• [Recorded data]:
┄┄┄┄┄┄
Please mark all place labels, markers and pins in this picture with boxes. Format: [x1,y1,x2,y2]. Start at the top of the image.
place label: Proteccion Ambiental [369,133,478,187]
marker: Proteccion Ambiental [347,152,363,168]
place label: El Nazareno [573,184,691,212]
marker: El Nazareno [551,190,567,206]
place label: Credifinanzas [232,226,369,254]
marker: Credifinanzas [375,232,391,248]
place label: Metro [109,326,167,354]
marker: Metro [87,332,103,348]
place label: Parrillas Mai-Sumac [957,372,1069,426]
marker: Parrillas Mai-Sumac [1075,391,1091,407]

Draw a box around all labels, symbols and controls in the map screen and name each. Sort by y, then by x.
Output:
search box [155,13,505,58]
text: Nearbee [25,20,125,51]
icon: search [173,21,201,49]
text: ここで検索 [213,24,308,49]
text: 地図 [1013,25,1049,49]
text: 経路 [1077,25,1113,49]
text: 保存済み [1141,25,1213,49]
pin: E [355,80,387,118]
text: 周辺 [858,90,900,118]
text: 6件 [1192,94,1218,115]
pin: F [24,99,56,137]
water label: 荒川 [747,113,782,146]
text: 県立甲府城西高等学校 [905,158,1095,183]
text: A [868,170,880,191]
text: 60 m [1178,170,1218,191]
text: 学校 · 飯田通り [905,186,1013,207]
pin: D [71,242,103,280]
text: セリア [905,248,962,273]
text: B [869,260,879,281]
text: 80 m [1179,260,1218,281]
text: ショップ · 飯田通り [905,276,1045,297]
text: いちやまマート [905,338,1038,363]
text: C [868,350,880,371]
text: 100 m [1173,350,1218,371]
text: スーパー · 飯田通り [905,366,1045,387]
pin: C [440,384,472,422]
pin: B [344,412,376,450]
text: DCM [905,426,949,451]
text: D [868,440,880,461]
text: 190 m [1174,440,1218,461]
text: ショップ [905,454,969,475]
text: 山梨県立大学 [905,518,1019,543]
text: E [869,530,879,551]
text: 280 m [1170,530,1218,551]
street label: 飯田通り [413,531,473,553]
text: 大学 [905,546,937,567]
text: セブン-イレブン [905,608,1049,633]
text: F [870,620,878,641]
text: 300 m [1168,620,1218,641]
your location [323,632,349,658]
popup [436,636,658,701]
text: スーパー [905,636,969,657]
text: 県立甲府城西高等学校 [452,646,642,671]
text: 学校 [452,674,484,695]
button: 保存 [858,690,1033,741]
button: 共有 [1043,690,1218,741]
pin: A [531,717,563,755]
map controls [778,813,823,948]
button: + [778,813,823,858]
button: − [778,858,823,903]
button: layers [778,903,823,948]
┄┄┄┄┄┄
Write each record out again exactly.

Please mark all place labels, markers and pins in this picture with boxes. Format: [x1,y1,x2,y2]. Start at the top of the image.
place label: Proteccion Ambiental [369,133,478,187]
marker: Proteccion Ambiental [347,152,363,168]
place label: El Nazareno [573,184,691,212]
marker: El Nazareno [551,190,567,206]
place label: Credifinanzas [232,226,369,254]
marker: Credifinanzas [375,232,391,248]
place label: Metro [109,326,167,354]
marker: Metro [87,332,103,348]
place label: Parrillas Mai-Sumac [957,372,1069,426]
marker: Parrillas Mai-Sumac [1075,391,1091,407]

Draw a box around all labels, symbols and controls in the map screen and name each. Sort by y, then by x.
Output:
search box [155,13,505,58]
text: Nearbee [25,20,125,51]
icon: search [173,21,201,49]
text: ここで検索 [213,24,308,49]
text: 地図 [1013,25,1049,49]
text: 経路 [1077,25,1113,49]
text: 保存済み [1141,25,1213,49]
pin: E [355,80,387,118]
text: 周辺 [858,90,900,118]
text: 6件 [1192,94,1218,115]
pin: F [24,99,56,137]
water label: 荒川 [747,113,782,146]
text: 県立甲府城西高等学校 [905,158,1095,183]
text: A [868,170,880,191]
text: 60 m [1178,170,1218,191]
text: 学校 · 飯田通り [905,186,1013,207]
pin: D [71,242,103,280]
text: セリア [905,248,962,273]
text: B [869,260,879,281]
text: 80 m [1179,260,1218,281]
text: ショップ · 飯田通り [905,276,1045,297]
text: いちやまマート [905,338,1038,363]
text: C [868,350,880,371]
text: 100 m [1173,350,1218,371]
text: スーパー · 飯田通り [905,366,1045,387]
pin: C [440,384,472,422]
pin: B [344,412,376,450]
text: DCM [905,426,949,451]
text: D [868,440,880,461]
text: 190 m [1174,440,1218,461]
text: ショップ [905,454,969,475]
text: 山梨県立大学 [905,518,1019,543]
text: E [869,530,879,551]
text: 280 m [1170,530,1218,551]
street label: 飯田通り [413,531,473,553]
text: 大学 [905,546,937,567]
text: セブン-イレブン [905,608,1049,633]
text: F [870,620,878,641]
text: 300 m [1168,620,1218,641]
your location [323,632,349,658]
popup [436,636,658,701]
text: スーパー [905,636,969,657]
text: 県立甲府城西高等学校 [452,646,642,671]
text: 学校 [452,674,484,695]
button: 保存 [858,690,1033,741]
button: 共有 [1043,690,1218,741]
pin: A [531,717,563,755]
map controls [778,813,823,948]
button: + [778,813,823,858]
button: − [778,858,823,903]
button: layers [778,903,823,948]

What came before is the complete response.